Do you have any techncal reason to think 10646 is the best technical
solution? I think there is no.

I apologize for being imprecsise.  When I said "best technical 
solution yet devised", I meant "for a single worldwide character set".

I'm really bored of such nontechnical commercial hype.

If Unicode were a single worldwide character set, so were ISO 646.
Some Japanese use JIS X 0201, an ASCII-incompatible Japanese variation
of ISO 646, with some difficulty in reading ASCII documents. On my terminal,
ASCII backslash is represented by a Yen sign, a currency symbol, which
is not so irretating than seeing CJK unified Han.

Because of C/J/K unification and other reasons such as that there
is no single world wide policy to treat characters of different
languages, it is merely a single PanEuropean character set.

I do really want any technical reason of your opinion. But I don't
think you have techncal bacground for internationalization.

My reasons for believing that 10646 is the best technical solution
yet devised are: (a) 10646 does appear to have been developed by
a great number of experts from all over the world,

A great number of experts for one or two languages! That's the reason
why Unicode is the worst. Most experts never be experts for
internationalization.

Thus, just as ISO 2022, individual part of Unicode was designed
individually by indivudual experts for individual languages.

The result is that, though, unlike ISO 2022, the encoding space is
shared, it is as useless as ISO 2022 for multilingual internationalized
purpose.

and (b) I haven't
seen an alternative that has a similar amount of expertise behind
it.  Have you?

Yes, of course. For example ISO 2022 is just only as bad as Unicode while
already accepted in a large market. That's why we, Asian Internet
comminuty, has choosed it as the starting point of Internationalization.

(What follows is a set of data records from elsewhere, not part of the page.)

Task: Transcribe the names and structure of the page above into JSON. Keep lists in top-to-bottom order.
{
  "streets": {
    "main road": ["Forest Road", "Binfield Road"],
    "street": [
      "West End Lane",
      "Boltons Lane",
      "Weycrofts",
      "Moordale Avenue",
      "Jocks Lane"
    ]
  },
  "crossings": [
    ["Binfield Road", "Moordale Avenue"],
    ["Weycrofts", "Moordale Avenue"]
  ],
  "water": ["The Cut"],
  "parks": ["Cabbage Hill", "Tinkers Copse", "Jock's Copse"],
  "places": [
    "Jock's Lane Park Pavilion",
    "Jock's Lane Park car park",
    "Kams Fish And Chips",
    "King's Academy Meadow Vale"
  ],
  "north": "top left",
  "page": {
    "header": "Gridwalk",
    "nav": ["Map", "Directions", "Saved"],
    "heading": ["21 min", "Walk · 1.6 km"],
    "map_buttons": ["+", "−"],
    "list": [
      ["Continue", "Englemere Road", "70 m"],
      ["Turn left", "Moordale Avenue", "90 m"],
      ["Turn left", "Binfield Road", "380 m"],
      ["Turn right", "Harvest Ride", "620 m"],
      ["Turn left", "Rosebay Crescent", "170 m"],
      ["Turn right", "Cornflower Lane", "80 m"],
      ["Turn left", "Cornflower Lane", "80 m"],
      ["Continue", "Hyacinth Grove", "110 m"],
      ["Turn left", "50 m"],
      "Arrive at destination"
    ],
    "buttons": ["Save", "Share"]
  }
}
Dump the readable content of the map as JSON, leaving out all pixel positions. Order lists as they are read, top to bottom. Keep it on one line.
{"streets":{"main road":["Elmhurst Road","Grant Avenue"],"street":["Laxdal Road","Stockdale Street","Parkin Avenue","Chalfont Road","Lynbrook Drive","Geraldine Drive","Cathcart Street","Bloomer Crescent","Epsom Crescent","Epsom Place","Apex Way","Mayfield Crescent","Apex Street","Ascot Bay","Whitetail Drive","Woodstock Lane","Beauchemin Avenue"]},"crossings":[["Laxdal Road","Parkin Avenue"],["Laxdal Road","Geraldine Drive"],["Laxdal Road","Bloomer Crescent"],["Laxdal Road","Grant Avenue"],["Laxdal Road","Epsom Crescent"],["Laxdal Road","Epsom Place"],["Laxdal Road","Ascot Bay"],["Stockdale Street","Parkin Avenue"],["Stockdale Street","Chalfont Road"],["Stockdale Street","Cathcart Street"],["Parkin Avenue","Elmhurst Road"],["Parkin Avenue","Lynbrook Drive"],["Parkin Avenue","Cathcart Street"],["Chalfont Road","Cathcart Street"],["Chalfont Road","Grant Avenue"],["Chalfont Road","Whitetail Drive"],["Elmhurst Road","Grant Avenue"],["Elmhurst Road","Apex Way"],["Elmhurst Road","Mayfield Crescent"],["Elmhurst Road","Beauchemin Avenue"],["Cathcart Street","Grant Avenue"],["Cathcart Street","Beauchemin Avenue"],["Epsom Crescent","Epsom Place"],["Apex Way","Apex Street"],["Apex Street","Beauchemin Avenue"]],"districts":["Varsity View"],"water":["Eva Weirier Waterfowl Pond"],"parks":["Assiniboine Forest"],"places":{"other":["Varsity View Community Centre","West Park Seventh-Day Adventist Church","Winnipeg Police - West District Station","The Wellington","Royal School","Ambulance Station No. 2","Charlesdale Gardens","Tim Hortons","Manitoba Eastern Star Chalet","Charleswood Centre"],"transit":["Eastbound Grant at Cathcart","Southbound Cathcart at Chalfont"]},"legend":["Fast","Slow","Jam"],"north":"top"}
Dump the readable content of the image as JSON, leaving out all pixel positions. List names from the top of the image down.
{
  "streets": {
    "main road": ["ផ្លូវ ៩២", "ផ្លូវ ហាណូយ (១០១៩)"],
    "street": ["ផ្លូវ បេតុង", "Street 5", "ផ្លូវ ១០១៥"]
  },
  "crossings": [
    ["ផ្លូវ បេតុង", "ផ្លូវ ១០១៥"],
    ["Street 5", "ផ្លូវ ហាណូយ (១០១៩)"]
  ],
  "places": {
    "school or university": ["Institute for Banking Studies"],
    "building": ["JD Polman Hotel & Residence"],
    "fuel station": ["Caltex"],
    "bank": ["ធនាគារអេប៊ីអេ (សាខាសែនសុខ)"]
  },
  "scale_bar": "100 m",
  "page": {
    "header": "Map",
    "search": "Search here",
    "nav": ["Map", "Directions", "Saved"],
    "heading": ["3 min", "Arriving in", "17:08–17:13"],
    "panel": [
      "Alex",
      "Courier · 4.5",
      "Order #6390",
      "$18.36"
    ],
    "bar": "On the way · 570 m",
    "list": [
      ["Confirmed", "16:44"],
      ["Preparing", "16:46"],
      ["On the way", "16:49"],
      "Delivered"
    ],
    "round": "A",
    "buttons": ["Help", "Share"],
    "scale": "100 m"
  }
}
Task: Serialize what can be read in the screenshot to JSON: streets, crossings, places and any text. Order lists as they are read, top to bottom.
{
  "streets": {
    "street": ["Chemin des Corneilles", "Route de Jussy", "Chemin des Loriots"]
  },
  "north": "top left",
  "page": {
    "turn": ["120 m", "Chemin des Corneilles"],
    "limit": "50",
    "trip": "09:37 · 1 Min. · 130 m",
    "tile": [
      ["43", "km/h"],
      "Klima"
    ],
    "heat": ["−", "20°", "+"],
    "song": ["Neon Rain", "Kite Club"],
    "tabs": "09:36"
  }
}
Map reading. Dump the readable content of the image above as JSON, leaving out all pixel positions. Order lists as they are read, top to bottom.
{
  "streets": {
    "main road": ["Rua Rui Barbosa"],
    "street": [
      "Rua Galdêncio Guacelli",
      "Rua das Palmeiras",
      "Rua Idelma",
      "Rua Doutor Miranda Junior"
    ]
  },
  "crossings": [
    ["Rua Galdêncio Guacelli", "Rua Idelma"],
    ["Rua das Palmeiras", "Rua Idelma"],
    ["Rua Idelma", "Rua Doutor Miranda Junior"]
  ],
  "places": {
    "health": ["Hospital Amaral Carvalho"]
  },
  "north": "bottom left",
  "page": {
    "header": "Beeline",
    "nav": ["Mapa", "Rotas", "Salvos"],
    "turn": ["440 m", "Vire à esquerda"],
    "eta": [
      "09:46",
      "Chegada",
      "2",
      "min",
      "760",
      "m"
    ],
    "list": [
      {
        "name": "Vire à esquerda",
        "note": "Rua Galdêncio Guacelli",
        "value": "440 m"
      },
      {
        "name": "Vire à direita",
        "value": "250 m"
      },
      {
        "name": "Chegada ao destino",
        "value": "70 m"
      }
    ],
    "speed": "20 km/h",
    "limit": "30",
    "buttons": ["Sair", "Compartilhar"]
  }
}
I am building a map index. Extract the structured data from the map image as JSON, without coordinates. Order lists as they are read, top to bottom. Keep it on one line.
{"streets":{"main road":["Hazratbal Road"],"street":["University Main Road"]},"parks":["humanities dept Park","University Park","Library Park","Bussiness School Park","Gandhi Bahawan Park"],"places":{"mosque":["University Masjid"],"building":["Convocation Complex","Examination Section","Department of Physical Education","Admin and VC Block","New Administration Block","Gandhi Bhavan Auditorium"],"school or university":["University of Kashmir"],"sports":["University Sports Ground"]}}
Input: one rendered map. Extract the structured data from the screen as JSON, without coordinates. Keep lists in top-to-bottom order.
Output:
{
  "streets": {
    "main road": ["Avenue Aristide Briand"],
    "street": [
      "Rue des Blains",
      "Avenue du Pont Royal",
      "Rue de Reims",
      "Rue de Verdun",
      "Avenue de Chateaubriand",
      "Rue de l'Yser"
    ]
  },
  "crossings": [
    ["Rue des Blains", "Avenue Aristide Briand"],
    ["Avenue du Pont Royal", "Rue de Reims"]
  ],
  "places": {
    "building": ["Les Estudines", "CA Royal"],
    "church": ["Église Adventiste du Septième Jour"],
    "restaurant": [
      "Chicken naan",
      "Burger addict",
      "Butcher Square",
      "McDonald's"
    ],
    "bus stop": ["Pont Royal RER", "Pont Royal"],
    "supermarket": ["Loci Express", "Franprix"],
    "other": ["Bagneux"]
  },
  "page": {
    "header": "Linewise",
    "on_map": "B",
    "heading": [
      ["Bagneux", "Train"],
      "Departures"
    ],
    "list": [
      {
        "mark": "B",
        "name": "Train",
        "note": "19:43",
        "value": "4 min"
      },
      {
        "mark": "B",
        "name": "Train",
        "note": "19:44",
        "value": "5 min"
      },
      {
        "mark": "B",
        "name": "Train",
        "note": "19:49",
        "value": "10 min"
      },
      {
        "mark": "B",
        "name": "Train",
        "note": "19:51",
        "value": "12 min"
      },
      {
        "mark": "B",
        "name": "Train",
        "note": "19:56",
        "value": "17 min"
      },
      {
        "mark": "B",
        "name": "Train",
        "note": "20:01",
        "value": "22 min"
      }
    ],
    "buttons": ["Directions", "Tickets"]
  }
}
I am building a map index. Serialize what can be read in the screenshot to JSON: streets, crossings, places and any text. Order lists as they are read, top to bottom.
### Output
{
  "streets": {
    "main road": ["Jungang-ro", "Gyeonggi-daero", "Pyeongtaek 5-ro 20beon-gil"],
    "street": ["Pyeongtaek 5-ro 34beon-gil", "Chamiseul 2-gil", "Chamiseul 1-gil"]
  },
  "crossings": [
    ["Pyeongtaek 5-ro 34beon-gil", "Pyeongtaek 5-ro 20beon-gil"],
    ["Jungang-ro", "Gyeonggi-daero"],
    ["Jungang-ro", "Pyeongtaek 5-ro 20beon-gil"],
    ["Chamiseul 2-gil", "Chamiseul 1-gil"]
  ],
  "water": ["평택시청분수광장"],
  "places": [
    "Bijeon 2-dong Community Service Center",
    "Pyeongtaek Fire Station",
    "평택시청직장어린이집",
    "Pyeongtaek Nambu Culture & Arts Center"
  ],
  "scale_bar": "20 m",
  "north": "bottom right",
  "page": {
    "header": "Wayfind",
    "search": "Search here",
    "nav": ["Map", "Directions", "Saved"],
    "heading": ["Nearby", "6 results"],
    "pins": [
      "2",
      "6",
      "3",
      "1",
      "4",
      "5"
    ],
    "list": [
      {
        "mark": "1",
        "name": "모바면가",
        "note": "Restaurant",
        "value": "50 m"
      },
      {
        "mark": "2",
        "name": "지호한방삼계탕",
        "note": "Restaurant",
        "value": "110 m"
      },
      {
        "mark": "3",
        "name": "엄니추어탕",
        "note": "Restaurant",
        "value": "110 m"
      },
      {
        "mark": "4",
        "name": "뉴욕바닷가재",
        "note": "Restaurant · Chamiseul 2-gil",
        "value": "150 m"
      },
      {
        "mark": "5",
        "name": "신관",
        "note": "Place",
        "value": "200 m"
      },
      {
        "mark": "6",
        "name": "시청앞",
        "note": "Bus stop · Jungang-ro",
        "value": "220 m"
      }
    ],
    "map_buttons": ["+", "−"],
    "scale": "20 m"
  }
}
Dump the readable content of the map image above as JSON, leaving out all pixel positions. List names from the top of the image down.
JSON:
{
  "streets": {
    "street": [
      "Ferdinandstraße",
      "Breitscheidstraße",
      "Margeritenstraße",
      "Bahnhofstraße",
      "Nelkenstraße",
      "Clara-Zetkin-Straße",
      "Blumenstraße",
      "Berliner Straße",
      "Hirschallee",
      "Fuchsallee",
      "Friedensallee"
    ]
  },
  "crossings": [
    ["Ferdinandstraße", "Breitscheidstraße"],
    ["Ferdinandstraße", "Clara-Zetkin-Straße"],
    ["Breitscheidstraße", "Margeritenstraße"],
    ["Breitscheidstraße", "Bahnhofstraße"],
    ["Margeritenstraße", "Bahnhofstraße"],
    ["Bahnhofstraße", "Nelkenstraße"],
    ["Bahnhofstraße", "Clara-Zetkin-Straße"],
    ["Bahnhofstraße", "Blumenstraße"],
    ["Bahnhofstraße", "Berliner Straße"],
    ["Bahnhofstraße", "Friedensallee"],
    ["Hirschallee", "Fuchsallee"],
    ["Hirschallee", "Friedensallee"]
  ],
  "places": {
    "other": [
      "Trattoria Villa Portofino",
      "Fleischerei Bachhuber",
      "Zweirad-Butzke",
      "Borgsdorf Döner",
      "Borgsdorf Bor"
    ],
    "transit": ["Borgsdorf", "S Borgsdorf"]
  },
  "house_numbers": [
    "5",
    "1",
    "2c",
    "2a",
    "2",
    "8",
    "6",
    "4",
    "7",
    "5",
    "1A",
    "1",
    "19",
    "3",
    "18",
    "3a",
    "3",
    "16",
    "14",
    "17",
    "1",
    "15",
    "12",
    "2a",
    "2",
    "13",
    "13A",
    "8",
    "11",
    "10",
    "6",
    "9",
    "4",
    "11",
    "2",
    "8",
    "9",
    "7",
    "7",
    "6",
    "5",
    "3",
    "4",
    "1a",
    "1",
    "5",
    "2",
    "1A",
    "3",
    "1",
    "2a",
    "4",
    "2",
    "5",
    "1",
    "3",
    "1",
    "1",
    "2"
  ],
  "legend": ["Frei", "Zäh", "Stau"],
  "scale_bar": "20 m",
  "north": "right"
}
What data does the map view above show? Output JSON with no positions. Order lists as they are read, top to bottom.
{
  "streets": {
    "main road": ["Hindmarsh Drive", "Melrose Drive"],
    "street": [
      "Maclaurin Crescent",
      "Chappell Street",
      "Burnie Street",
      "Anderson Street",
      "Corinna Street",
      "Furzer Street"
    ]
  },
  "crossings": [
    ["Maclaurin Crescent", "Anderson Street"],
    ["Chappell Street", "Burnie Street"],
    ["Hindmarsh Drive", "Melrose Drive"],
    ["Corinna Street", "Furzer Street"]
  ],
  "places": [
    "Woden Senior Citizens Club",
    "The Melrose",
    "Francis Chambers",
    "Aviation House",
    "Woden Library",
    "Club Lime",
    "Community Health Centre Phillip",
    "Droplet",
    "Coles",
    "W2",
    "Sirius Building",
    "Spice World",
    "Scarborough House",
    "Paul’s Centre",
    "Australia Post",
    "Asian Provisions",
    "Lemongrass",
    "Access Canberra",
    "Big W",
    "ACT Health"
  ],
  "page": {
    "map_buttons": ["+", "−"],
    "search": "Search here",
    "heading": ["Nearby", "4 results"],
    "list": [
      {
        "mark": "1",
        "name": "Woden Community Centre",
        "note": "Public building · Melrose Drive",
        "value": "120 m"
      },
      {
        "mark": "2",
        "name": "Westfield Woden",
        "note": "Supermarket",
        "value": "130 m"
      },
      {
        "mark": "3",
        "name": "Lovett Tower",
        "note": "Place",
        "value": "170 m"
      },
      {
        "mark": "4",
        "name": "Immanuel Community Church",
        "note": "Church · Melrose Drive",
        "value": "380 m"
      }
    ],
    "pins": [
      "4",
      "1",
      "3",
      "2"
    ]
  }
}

ICODE, as I have presented at Amsterdam IETF and JWCC at Taiwan, has
several desirable features for plain text processing. The features are
shared by ASCII and ICODE while UNICODE, because of a lack of the single
policy, lacks all of them.

Finally, registration of 10646 as a MIME charset is NOT an endorsement of
10646,

So, why you can't register it with profiling?

MIME requires that the character be completely specified by the character set 
name.  This is so mail mail readers don't have to make complicated decisions
about whether they support a particular character set; they can just
compare character set strings. Given that mail readers have to support
many different kinds of content-types, it still seems like this was
a good engineering decision to minimize the complexity in the mail reader.

So, why you can't register it with profiling?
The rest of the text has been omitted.